‘I thought I died': Abigail Zwerner, teacher shot by first grader
Two weeks after Newport News Commonwealth's Attorney Howard Gwynn announced that a troubled 6-year-old boy who shot a teacher in the chest as she taught a first-grade class would not face criminal charges, his victim, 25-year-old Abigail Zwerner, says she will never forget the look on his face when he shot her.
"I just will never forget the look on his face that he gave me while he pointed the gun directly at me," said Zwerner, recalling the moment she was shot by the boy at Richneck Elementary School in an interview on NBC’s "TODAY" show Tuesday.
Days after the shooting, Newport News Police Chief Steve Drew called Zwerner a “hero” for her bravery in the face of danger on Jan. 6, when she made sure her entire class was safe before she went to get help for herself after being shot.
And even as she lay in the hospital trying to recover from her injuries Zwerner remained concerned about her students.
“When I met with Abigail’s family on Saturday, and they took me up to her [hospital] room, she asked me first question, ‘Do you know how my students are?’ She was worried about them,” Drew said during a press conference days after the shooting. “And then today … she again asked me, ‘Do you know how my students are?’
In her interview with NBC, Zwerner recalled how terrified her students were after she was shot.
“They were screaming,” she said. “I think they knew as well that they had to get out of there, but they were extremely frightened and screaming.”
Drew said at about 1:59 p.m. on the day of the shooting, police received a call from the school that a teacher had been shot with no other information. Officers “from different areas” quickly converged on the school and at 2:04 p.m., two sheriff’s deputies entered the classroom where the shooting took place and found a 6-year-old male student being physically restrained by a school employee.
“The child was physically combative and struck the employee that was restraining him,” Drew said.
“Officers then took control of him and escorted him out of the building [and] placed him in a police car with an officer inside and outside of that building.
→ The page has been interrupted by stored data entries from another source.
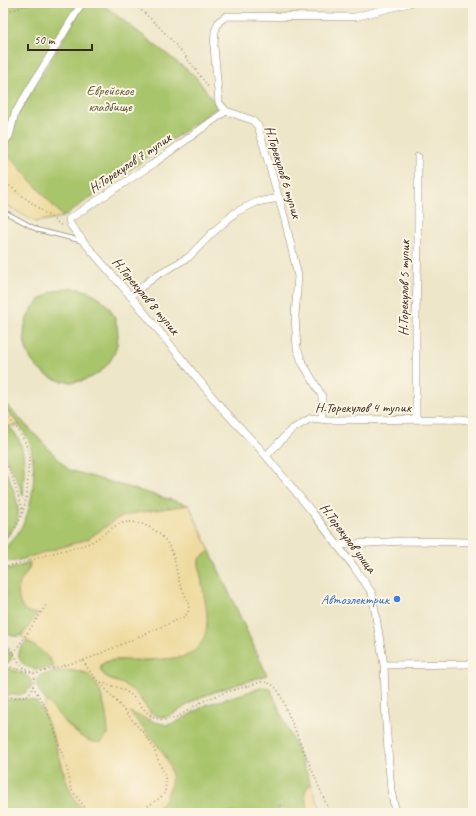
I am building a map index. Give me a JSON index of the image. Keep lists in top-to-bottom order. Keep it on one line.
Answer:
{"streets":{"street":["Н.Торекулов 7 тупик","Н.Торекулов 6 тупик","Н.Торекулов 5 тупик","Н.Торекулов 8 тупик","Н.Торекулов 4 тупик","Н.Торекулов улица"]},"crossings":[["Н.Торекулов 7 тупик","Н.Торекулов 6 тупик"],["Н.Торекулов 7 тупик","Н.Торекулов 8 тупик"],["Н.Торекулов 6 тупик","Н.Торекулов 4 тупик"],["Н.Торекулов 5 тупик","Н.Торекулов 4 тупик"],["Н.Торекулов 8 тупик","Н.Торекулов улица"],["Н.Торекулов 4 тупик","Н.Торекулов улица"]],"parks":["Еврейское кладбище"],"places":["Автоэлектрик"],"scale_bar":"50 m"}
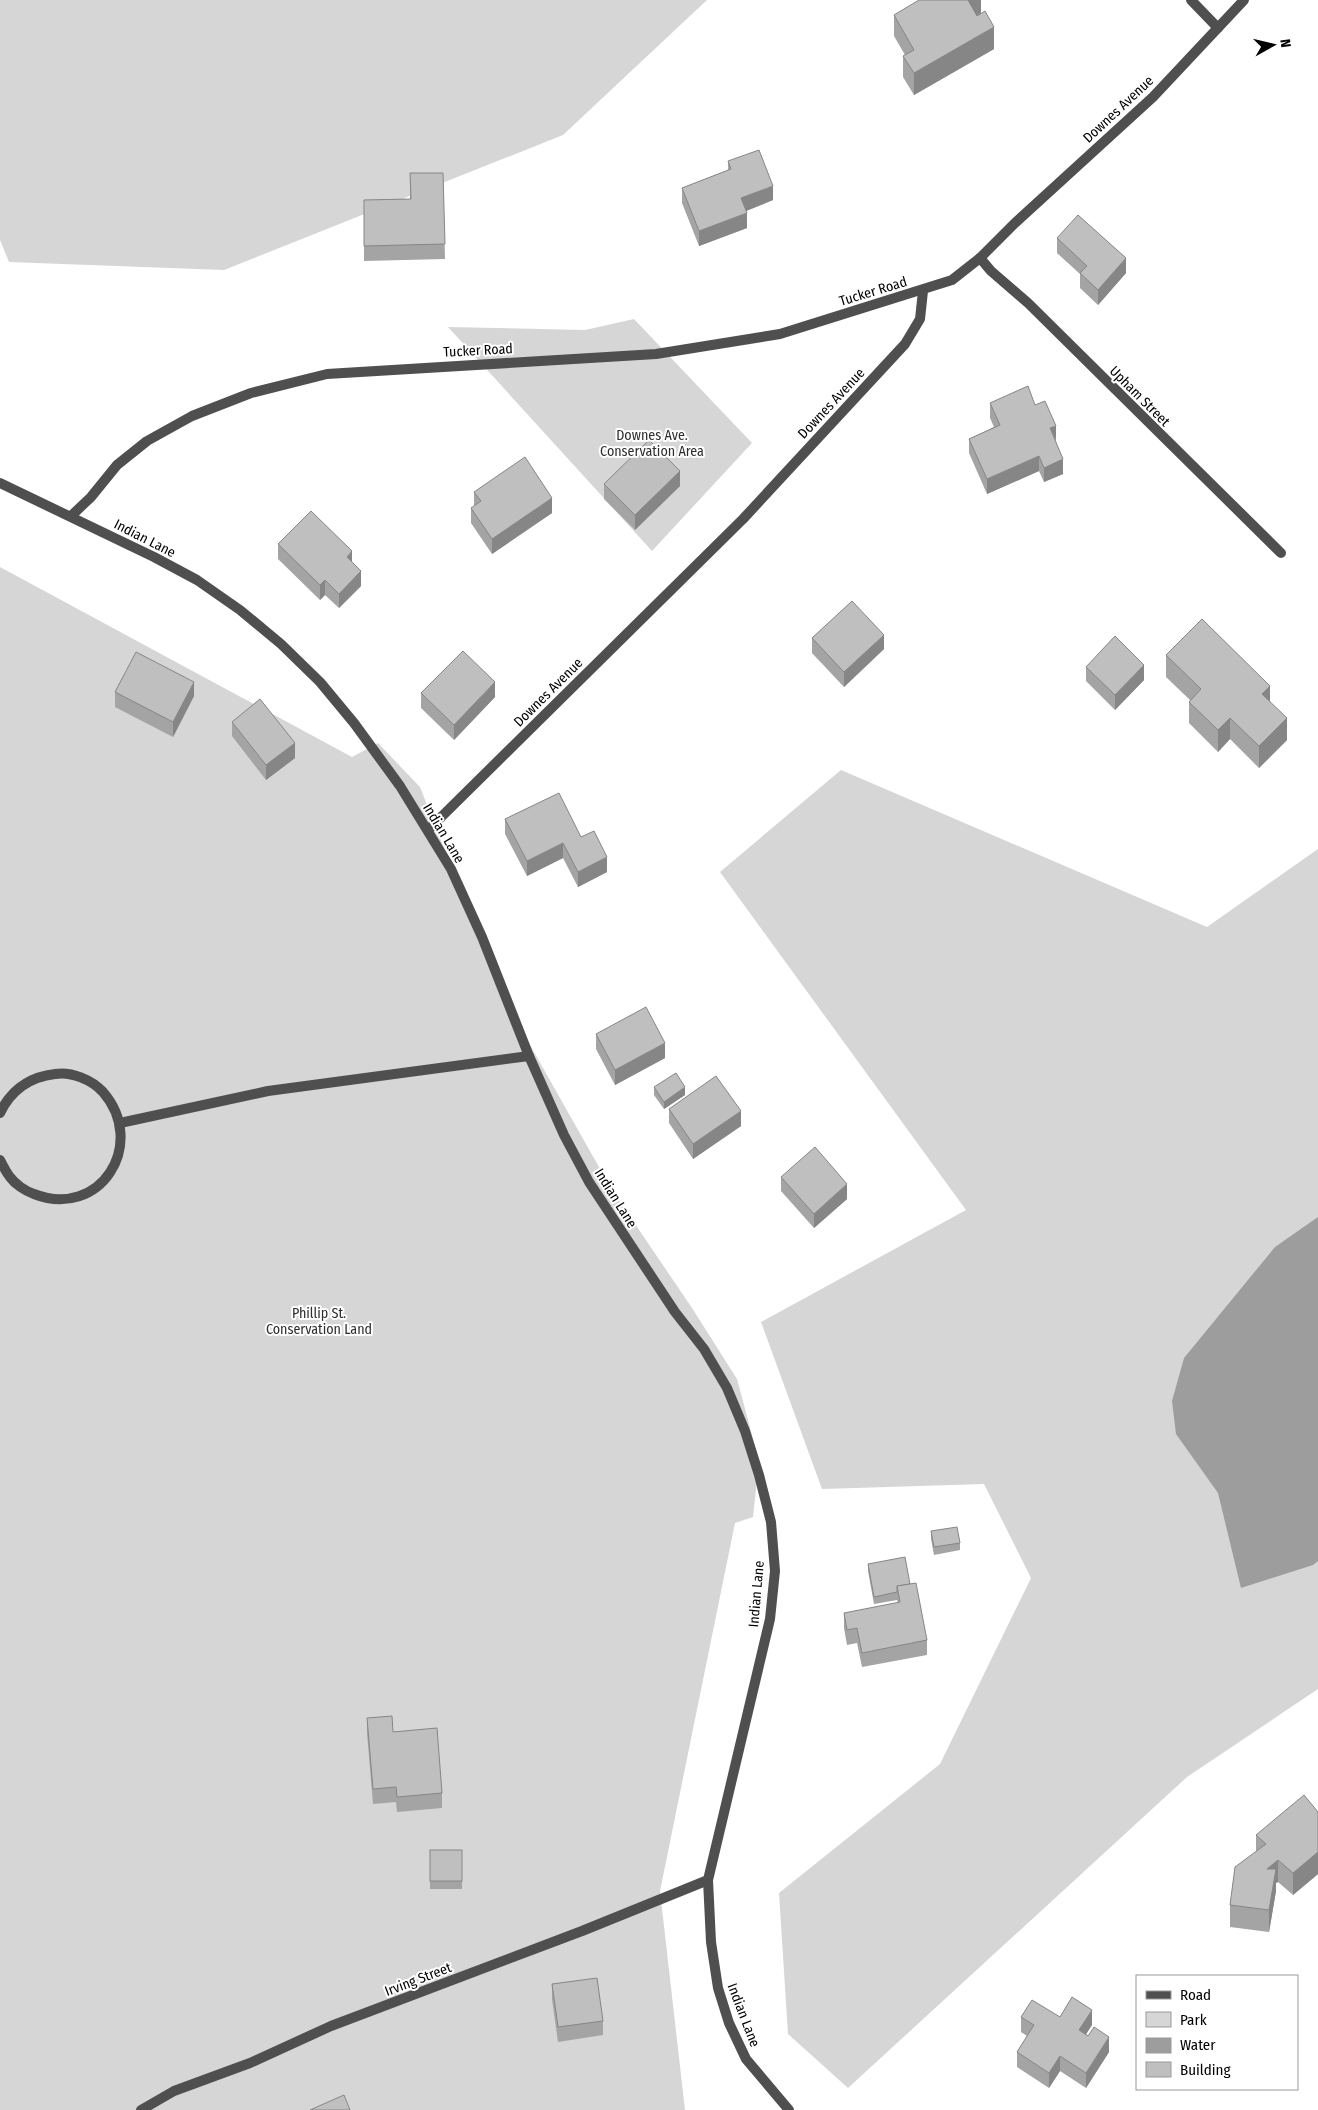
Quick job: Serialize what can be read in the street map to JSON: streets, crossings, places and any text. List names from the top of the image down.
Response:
{
  "streets": {
    "street": [
      "Downes Avenue",
      "Tucker Road",
      "Upham Street",
      "Indian Lane",
      "Irving Street"
    ]
  },
  "crossings": [
    ["Downes Avenue", "Tucker Road"],
    ["Downes Avenue", "Upham Street"],
    ["Downes Avenue", "Indian Lane"],
    ["Tucker Road", "Indian Lane"],
    ["Indian Lane", "Irving Street"]
  ],
  "parks": ["Downes Ave. Conservation Area", "Phillip St. Conservation Land"],
  "legend": [
    "Road",
    "Park",
    "Water",
    "Building"
  ],
  "north": "right"
}
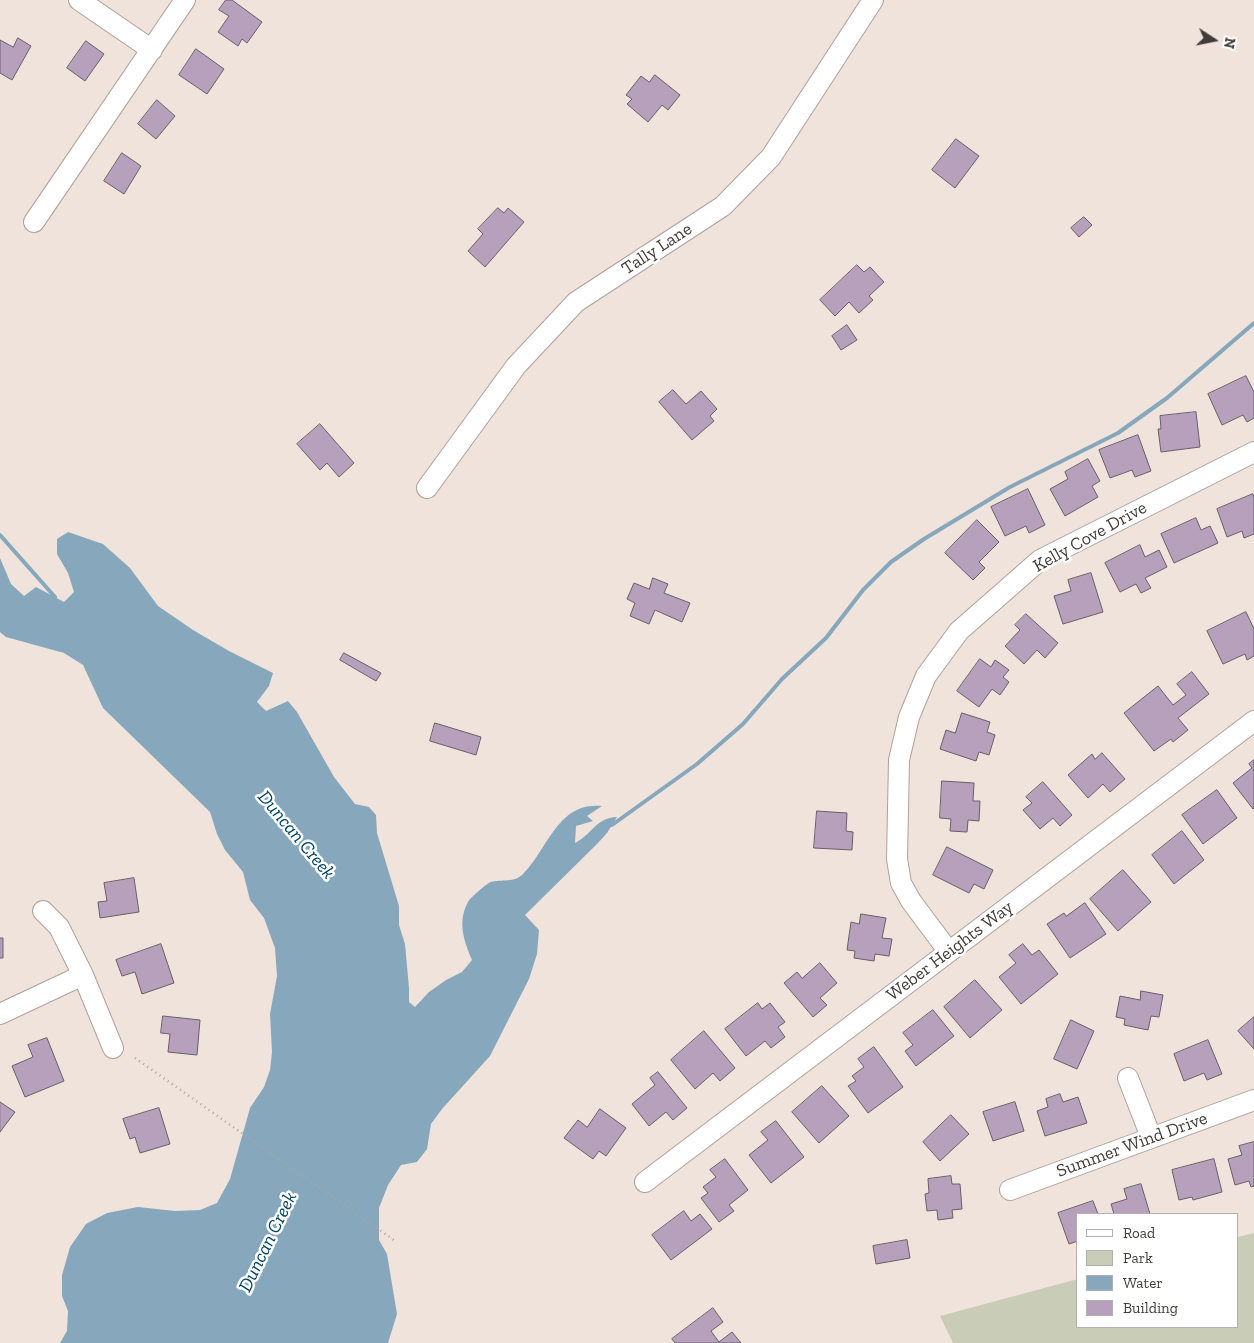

Once that had occurred there was a systematic evacuation of rooms and hallways for safety as they didn’t know what they were dealing with,” he said.
Police later recovered one spent shell casing, a backpack, a cell phone, and a 9mm Taurus firearm from the scene.
Since the shooting, Diane Toscano, Zwerner’s attorney, has detailed in a three-page notice of claim cited by the Daily Press of Newport News, how the boy had exhibited a history of violent behavior toward her client and other teachers before the shooting.
She also showed how the school’s now removed Assistant Principal Ebony Parker failed to seriously treat warnings that the student had a gun prior to the shooting.
“Three different times Assistant Principal Parker was warned by concerned teachers or employees that the shooter had a gun on him at school,” the claim says. “The tragedy was entirely preventable if Assistant Principal Parker had done her job and acted when she had knowledge of imminent danger.”
Children younger than 7 are presumed unable to form the intent to carry out an illegal act under Virginia law, but someone could be charged for failing to secure the gun used in the shooting Drew explained.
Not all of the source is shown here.